Director Paul W. S. Anderson scored big at the box office with his “Resident Evil” franchise. That same excessive visual style is on display with “In the Lost Lands,” an adaptation of a George R.R. Martin short story. Mila Jovovich, aka Mrs. Paul W.S. Anderson, and Dave Bautista star in a violent fantasy about a witch and a hunter who traverse a forbidden area to locate a shape-shifter’s mysterious artifact. Granted, it has some impressive action, but the dialogue is laughable and it’s as dull as its muddied cinematography. “In the Lost Lands” is a lost cause.

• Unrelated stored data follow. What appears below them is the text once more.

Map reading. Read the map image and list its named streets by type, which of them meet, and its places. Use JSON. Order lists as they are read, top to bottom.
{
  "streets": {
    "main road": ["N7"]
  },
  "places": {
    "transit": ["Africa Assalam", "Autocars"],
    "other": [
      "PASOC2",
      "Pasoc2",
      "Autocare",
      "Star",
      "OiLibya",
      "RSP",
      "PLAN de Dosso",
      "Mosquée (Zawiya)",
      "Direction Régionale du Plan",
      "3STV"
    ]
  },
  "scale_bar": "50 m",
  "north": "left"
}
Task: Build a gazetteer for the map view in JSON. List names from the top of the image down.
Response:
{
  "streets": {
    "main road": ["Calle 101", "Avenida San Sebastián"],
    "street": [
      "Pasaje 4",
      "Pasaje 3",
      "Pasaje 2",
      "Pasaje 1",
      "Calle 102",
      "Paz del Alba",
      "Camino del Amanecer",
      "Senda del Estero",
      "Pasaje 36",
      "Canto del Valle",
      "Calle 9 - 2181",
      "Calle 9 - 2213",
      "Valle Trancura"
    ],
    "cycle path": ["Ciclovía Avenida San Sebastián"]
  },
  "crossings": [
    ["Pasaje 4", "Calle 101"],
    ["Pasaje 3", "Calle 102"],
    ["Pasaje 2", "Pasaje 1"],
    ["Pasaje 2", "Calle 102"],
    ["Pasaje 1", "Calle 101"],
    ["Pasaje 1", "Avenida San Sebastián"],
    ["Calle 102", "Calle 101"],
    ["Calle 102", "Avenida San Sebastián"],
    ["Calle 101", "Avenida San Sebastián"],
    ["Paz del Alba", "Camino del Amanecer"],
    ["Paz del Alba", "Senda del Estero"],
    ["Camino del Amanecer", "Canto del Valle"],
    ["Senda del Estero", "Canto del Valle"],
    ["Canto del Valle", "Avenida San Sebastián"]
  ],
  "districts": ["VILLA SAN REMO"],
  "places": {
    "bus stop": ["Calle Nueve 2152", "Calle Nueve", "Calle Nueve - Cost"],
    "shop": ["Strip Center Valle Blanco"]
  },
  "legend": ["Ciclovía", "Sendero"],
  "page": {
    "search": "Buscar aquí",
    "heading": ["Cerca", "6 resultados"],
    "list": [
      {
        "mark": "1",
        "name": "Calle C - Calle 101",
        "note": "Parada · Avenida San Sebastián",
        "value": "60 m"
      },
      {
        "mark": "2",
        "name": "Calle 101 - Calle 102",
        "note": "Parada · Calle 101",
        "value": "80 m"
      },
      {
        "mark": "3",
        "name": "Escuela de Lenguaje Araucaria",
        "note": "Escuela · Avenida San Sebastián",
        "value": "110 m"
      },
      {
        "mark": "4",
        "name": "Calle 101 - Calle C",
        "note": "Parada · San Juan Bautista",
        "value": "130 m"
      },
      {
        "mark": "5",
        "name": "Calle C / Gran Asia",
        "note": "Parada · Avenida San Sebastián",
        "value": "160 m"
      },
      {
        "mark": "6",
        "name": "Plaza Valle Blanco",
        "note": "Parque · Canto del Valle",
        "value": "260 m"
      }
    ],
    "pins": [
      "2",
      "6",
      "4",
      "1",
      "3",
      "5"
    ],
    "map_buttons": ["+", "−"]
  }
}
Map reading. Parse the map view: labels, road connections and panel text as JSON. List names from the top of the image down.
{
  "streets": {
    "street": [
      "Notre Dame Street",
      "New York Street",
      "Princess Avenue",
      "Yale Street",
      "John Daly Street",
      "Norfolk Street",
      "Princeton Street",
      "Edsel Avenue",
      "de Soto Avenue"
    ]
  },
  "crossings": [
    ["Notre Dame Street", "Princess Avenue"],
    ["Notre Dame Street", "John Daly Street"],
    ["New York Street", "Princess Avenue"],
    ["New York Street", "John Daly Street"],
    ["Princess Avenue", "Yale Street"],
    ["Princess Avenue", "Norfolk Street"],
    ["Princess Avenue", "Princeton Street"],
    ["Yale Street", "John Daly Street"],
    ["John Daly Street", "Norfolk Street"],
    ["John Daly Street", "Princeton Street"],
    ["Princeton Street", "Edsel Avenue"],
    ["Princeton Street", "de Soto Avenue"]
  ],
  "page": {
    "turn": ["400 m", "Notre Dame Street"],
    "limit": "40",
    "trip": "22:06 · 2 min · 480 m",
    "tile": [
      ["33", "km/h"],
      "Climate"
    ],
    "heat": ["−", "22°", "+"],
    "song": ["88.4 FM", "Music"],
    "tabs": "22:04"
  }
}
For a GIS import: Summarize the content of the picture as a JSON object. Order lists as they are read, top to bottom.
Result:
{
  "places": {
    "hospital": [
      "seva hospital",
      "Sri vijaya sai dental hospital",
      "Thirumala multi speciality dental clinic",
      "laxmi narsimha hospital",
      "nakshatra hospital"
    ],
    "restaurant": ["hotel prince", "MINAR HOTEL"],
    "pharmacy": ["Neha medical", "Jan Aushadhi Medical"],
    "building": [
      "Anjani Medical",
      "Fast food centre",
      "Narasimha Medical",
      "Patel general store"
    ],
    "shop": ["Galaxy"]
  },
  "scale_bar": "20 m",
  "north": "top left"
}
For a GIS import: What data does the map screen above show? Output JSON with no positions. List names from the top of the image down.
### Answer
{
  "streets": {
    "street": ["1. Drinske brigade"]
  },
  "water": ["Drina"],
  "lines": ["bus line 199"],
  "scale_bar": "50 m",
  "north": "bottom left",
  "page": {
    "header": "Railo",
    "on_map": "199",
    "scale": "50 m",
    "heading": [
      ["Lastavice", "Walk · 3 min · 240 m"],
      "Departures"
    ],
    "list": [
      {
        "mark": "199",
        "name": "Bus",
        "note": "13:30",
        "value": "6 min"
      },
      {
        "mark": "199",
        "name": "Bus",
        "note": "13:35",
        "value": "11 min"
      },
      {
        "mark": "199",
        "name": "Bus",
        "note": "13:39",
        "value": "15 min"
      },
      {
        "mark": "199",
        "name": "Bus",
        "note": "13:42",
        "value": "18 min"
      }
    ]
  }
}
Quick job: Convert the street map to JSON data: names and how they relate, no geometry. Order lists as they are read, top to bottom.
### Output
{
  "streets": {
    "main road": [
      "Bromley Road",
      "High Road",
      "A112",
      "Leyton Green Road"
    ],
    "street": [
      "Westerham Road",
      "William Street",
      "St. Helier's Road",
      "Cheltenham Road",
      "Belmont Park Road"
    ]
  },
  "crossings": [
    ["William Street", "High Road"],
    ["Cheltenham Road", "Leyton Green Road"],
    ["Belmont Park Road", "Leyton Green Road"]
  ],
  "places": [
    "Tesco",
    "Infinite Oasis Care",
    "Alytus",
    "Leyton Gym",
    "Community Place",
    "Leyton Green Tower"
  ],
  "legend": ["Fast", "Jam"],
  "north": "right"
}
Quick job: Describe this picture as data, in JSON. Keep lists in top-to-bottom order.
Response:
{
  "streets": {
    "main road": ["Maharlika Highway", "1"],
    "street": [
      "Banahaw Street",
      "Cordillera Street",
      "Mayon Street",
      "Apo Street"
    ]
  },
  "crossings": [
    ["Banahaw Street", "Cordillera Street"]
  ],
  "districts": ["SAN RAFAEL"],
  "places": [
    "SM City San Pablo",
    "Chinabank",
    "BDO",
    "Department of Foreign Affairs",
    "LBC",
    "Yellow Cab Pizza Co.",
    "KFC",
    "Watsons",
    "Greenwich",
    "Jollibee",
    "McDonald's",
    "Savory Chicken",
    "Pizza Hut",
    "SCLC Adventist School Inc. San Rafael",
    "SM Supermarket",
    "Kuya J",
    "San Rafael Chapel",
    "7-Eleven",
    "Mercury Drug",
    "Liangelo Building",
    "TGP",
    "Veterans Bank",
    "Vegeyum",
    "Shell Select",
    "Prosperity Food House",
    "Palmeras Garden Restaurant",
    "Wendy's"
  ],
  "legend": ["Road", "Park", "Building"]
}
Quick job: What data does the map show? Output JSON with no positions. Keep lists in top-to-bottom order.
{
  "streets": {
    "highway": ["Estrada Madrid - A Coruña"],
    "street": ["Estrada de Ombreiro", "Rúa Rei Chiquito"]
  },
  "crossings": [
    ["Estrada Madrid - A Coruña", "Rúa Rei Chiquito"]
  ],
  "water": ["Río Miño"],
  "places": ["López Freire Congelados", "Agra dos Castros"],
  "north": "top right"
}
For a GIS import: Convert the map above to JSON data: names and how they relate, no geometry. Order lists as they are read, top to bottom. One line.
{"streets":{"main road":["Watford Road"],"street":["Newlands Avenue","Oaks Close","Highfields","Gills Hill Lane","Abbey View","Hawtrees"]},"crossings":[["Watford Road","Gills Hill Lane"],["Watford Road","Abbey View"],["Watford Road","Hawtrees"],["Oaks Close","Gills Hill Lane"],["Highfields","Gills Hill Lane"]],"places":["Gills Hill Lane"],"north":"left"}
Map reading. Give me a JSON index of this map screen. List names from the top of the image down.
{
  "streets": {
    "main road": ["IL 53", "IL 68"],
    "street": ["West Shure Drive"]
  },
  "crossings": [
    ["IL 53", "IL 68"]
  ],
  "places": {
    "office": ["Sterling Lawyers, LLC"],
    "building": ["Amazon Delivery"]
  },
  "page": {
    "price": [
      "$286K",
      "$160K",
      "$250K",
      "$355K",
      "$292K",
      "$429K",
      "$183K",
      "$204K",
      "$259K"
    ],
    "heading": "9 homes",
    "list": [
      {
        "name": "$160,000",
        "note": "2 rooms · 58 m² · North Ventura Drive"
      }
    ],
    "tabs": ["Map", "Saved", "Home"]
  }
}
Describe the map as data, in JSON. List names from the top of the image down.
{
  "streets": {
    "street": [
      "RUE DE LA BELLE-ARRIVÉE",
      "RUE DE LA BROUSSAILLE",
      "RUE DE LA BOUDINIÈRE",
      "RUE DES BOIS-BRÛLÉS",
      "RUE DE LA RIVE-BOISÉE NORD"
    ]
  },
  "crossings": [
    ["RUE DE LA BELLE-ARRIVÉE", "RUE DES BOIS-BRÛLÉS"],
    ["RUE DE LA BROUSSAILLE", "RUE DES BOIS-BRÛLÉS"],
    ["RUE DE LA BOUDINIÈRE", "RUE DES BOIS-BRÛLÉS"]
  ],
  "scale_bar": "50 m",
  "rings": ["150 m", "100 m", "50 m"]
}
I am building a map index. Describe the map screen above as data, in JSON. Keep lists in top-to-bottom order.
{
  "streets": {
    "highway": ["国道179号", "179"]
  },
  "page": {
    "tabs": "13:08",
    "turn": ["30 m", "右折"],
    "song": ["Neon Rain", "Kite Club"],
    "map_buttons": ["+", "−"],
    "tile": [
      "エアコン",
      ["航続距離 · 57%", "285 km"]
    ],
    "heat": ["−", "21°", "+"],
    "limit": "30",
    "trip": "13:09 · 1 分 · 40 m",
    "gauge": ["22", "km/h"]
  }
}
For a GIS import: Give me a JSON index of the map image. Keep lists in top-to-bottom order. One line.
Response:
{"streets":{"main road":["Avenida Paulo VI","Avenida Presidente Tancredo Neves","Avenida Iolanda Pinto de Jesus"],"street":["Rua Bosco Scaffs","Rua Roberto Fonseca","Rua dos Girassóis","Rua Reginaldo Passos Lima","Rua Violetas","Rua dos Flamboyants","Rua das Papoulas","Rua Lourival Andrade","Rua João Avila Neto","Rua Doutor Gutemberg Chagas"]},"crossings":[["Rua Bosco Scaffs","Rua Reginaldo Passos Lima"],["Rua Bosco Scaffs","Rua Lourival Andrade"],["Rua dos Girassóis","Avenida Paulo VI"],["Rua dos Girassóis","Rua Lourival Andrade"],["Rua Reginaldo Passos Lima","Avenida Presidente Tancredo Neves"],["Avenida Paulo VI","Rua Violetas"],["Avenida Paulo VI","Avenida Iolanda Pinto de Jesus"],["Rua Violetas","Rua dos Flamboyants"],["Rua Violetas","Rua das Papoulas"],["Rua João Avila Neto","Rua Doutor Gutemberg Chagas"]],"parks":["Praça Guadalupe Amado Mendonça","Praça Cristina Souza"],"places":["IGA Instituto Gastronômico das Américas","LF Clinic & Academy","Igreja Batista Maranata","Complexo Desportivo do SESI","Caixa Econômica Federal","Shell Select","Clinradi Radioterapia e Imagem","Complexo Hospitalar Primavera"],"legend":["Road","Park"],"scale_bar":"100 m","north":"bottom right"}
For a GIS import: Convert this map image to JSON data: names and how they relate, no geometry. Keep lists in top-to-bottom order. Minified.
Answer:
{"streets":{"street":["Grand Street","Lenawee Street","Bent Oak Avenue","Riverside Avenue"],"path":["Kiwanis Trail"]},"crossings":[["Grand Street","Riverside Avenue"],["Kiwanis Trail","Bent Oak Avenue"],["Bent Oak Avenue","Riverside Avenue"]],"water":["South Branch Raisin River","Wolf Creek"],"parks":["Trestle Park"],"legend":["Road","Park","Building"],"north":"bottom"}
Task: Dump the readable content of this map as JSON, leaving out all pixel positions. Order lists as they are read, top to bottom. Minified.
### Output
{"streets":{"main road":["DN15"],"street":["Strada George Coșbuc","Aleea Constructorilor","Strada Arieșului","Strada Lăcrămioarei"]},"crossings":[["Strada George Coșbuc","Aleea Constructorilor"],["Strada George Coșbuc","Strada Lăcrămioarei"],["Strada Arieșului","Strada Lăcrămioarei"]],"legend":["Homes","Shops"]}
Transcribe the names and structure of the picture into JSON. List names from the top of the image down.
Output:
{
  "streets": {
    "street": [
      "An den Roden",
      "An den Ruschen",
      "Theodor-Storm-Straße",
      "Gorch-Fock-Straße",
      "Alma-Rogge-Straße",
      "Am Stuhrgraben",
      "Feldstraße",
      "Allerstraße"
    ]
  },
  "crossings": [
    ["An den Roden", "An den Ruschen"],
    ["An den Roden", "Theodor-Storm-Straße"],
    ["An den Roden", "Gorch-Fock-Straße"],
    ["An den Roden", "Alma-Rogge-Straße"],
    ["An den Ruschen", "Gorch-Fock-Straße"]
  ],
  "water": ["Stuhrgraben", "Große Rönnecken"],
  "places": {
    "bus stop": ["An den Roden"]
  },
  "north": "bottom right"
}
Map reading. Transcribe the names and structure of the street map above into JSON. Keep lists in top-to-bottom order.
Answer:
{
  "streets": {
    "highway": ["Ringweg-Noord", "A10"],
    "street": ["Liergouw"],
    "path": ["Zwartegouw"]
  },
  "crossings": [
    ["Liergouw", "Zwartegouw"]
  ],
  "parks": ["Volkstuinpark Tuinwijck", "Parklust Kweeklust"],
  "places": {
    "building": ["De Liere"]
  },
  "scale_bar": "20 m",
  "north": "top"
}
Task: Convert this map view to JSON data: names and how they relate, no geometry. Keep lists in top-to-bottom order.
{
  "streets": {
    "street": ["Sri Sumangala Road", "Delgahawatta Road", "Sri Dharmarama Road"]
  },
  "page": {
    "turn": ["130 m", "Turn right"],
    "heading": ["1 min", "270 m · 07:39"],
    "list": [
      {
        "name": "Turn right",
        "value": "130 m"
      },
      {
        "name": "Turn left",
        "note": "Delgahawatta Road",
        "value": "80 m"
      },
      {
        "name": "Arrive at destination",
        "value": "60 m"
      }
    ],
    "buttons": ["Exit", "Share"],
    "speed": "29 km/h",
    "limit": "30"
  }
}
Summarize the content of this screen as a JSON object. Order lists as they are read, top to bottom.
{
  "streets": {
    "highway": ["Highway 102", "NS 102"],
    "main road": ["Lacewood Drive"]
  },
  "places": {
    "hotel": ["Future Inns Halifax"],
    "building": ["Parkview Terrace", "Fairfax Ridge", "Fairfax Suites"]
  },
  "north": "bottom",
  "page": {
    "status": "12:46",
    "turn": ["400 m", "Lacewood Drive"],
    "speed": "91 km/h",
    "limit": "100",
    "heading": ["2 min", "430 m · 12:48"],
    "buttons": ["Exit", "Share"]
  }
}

If you think that any horror thriller starring great actors like John Lithgow and Geoffrey Rush must be worth seeing, think again. These two award-winning thespians give it their all in “The Rule of Jenny Pen.” Rush plays a judge who is confined to a nursing home after he suffers a stroke. Once there, he discovers that a puppet-wearing psycho, played by Lithgow, is systematically terrorizing the elderly residents. “The Rule of Jenny Penn” is an annoying, off-putting and mean-spirited creepfest with little redeeming value. Watch your back grandma!
From the world of Sponge Bob comes the Netflix animated musical farce, “Plankton: The Movie.” The inept villain Plankton attempts to dominate the world, but his plans are thwarted when he has a falling out with his computer wife, Karen. Once Karen destroys Bikini Bottom, SpongeBob and Plankton join forces to try to stop her as she aims to annihilate the surface world. “Plankton: The Movie” is loud, manic and only occasionally hits those wacky notes of absurdity that SpongeBob fans love.